Après une nouvelle année passée au chevet d’une République qui s’affaiblit sans cesse, on s’observe les uns les autres à se demander ce qu’on pourrait bien se souhaiter. Et on pense spontanément à ce qui rassure, comme quand le vieux Léon Bloy écrivait en dédicace de sa Femme pauvre : « Que Dieu vous garde du feu, du couteau, de la littérature contemporaine et de la rancune des mauvais morts. » Car rien de tout cela nous fut épargné. Puissions-nous dès lors en 2024 faire un peu de place aux saints barbares, une expression qu’il n’aurait sans doute pas reniée.
Qu’on ne se méprenne sur cette barbarie qu’il faut ici entendre par l’absence de sophistication, d’afféterie, de savoir poudré, comme une posture esthétique privée volontairement de l’arme de l’esprit et du gras de l’érudition. Une sorte d’ascétisme intellectuel, se méfiant autant du savant que du communicant, pour n’être plus qu’un cœur qui bat et une âme qui s’insurge.
Dans un livre récent, Rester barbare, Louisa Yousfi, rappelle par exemple les mots de Kateb Yacine: « Je sens que j’ai tellement de choses à dire qu’il vaut mieux que je ne sois pas trop cultivé. Il faut que je garde une espèce de barbarie, il faut que je reste barbare. »
La culture, marqueur social, agit en effet en nous comme une colonisation, une innocence perdue, imposant son langage et sa manière d’être. Nous enrôlant dans des conflits qui ne sont pas les nôtres. Faisant de nos consciences des territoires occupés. Et de nos discours des croisades.
Il existerait dès lors une barbarie émancipatrice, un retour vers un soi universel, un refus de s’intégrer dans un monde injuste, dont nous resterions les mécréants, les clandestins, à jamais irréguliers. Il perdure un moi inassimilable, « désoccidental » si on veut, irrécupérable en tout cas quand il se soustrait aux processus de domination qui l’ont pourtant en partie construit.

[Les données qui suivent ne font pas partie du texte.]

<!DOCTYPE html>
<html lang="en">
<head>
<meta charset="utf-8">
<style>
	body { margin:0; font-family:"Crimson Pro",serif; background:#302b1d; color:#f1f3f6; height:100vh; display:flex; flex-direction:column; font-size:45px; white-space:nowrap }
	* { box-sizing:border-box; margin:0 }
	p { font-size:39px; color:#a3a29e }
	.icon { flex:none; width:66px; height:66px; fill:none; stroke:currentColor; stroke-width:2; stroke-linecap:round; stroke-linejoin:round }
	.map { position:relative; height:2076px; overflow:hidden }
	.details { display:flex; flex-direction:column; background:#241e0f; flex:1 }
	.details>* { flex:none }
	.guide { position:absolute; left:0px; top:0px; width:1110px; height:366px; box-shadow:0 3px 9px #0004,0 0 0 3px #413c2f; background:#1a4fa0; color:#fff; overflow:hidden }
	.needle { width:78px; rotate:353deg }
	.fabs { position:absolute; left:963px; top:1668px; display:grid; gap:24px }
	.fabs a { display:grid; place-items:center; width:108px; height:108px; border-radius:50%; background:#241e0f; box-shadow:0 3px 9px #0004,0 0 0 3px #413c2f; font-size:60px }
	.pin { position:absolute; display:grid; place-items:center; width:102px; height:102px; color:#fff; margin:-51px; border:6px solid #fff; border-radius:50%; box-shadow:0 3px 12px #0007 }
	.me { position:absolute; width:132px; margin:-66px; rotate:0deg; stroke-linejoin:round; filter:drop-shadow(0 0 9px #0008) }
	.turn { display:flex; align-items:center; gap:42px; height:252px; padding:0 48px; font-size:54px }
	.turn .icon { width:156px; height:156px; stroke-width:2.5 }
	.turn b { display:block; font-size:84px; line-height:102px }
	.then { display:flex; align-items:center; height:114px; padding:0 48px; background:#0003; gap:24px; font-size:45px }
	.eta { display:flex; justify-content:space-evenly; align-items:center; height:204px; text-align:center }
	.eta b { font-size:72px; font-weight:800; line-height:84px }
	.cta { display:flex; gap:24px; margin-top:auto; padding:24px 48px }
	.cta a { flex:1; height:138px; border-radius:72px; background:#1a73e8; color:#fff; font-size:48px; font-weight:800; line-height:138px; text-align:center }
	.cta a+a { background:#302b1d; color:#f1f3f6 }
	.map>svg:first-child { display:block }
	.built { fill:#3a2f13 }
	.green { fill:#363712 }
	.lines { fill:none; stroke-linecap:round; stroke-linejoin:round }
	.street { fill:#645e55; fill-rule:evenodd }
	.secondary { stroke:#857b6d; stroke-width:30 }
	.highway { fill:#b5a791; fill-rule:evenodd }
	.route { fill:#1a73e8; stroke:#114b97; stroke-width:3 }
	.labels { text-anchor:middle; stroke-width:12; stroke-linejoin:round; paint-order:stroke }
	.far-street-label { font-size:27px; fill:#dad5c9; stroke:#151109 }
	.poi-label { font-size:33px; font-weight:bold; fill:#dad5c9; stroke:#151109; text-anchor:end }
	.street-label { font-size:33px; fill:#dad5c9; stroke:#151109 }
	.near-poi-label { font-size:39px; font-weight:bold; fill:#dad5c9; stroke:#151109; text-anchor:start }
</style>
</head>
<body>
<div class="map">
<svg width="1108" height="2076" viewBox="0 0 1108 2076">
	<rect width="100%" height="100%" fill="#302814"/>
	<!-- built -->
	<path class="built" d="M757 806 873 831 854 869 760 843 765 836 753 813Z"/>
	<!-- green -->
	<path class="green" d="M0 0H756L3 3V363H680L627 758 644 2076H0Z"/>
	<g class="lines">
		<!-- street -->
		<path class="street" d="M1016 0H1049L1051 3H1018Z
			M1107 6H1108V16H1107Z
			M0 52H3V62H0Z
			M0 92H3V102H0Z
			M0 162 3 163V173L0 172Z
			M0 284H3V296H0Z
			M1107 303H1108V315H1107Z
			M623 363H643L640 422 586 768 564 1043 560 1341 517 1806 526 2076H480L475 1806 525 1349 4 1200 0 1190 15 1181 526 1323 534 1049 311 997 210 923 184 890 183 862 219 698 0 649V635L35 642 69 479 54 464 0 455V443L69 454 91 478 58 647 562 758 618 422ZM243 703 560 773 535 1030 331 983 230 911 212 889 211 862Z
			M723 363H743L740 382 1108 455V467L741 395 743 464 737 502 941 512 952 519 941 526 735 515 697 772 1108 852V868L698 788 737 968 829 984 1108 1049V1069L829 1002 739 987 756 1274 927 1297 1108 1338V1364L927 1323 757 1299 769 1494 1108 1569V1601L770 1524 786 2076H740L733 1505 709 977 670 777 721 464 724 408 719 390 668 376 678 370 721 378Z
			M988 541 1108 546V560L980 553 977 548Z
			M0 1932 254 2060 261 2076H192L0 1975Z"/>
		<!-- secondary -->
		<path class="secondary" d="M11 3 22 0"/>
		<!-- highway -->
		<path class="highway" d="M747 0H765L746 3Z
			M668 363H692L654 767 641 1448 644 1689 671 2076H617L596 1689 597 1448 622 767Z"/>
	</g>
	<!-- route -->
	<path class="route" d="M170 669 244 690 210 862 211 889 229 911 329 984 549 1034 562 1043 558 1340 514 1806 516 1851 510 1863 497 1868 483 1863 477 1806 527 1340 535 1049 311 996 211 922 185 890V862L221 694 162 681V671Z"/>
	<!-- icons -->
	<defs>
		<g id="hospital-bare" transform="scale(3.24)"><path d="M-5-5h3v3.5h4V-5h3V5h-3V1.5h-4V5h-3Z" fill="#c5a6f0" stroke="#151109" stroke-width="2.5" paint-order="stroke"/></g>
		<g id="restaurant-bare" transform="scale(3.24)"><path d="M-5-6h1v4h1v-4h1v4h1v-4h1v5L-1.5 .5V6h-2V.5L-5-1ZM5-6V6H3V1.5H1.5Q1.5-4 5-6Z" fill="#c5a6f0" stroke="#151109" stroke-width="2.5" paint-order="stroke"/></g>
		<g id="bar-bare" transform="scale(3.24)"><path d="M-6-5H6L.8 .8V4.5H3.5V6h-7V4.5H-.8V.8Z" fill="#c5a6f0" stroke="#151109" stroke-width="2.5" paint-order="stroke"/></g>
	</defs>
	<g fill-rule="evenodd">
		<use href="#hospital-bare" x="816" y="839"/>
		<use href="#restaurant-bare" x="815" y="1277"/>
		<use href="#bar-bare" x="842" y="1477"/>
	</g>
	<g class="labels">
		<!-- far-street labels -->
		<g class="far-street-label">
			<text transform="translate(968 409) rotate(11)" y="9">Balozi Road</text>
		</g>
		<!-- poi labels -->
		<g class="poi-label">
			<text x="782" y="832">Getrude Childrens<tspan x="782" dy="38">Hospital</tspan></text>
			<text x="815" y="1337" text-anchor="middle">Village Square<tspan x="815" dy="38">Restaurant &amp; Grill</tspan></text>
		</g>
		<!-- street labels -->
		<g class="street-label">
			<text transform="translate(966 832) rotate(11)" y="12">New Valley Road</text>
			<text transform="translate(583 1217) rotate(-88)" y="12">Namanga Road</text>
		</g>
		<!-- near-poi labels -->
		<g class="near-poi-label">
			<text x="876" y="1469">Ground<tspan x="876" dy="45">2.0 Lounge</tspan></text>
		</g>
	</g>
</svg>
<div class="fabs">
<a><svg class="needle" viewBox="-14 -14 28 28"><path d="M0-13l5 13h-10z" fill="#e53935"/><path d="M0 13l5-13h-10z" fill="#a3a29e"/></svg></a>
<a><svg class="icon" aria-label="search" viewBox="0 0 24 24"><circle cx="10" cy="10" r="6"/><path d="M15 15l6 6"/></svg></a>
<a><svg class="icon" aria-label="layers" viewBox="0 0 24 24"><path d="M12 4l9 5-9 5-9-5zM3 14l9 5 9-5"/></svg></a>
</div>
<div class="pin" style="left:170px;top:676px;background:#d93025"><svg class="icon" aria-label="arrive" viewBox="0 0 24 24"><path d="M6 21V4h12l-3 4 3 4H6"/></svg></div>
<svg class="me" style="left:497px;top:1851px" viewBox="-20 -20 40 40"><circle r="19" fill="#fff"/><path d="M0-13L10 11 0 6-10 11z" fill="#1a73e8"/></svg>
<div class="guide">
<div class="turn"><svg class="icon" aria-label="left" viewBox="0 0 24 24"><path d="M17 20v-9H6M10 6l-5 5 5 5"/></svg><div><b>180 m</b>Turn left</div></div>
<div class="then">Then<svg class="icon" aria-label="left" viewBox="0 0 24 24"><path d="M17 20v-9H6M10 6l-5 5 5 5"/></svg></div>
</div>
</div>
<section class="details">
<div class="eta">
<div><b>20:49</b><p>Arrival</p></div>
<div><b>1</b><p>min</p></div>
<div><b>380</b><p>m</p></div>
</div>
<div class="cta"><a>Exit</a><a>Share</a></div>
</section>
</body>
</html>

Il n’y a rien ni personne à tuer, sinon cette part de nous-même qui ne comprend pas de quoi on est fait. La brutalité et le terrorisme ne sont bien souvent que des désirs d’intégration en ce qu’ils participent du grand jeu des confrontations qu’on nous vend. Les arts bourgeois (et en premier lieu bien sûr la littérature) également dans leurs révolutions de salon.
Face à la comédie, soyons plus volontiers désarmant. Au sens que lui donnait Christian de Chergé, dans l’Invincible espérance : « désarme-le, désarme-moi. » Soyons saint ici justement, au plus loin des églises et des régiments. Et face à l’horreur, imposons le silence, la motion de rejet, seules vraies résistances. La vérité se passe aisément de commentaires.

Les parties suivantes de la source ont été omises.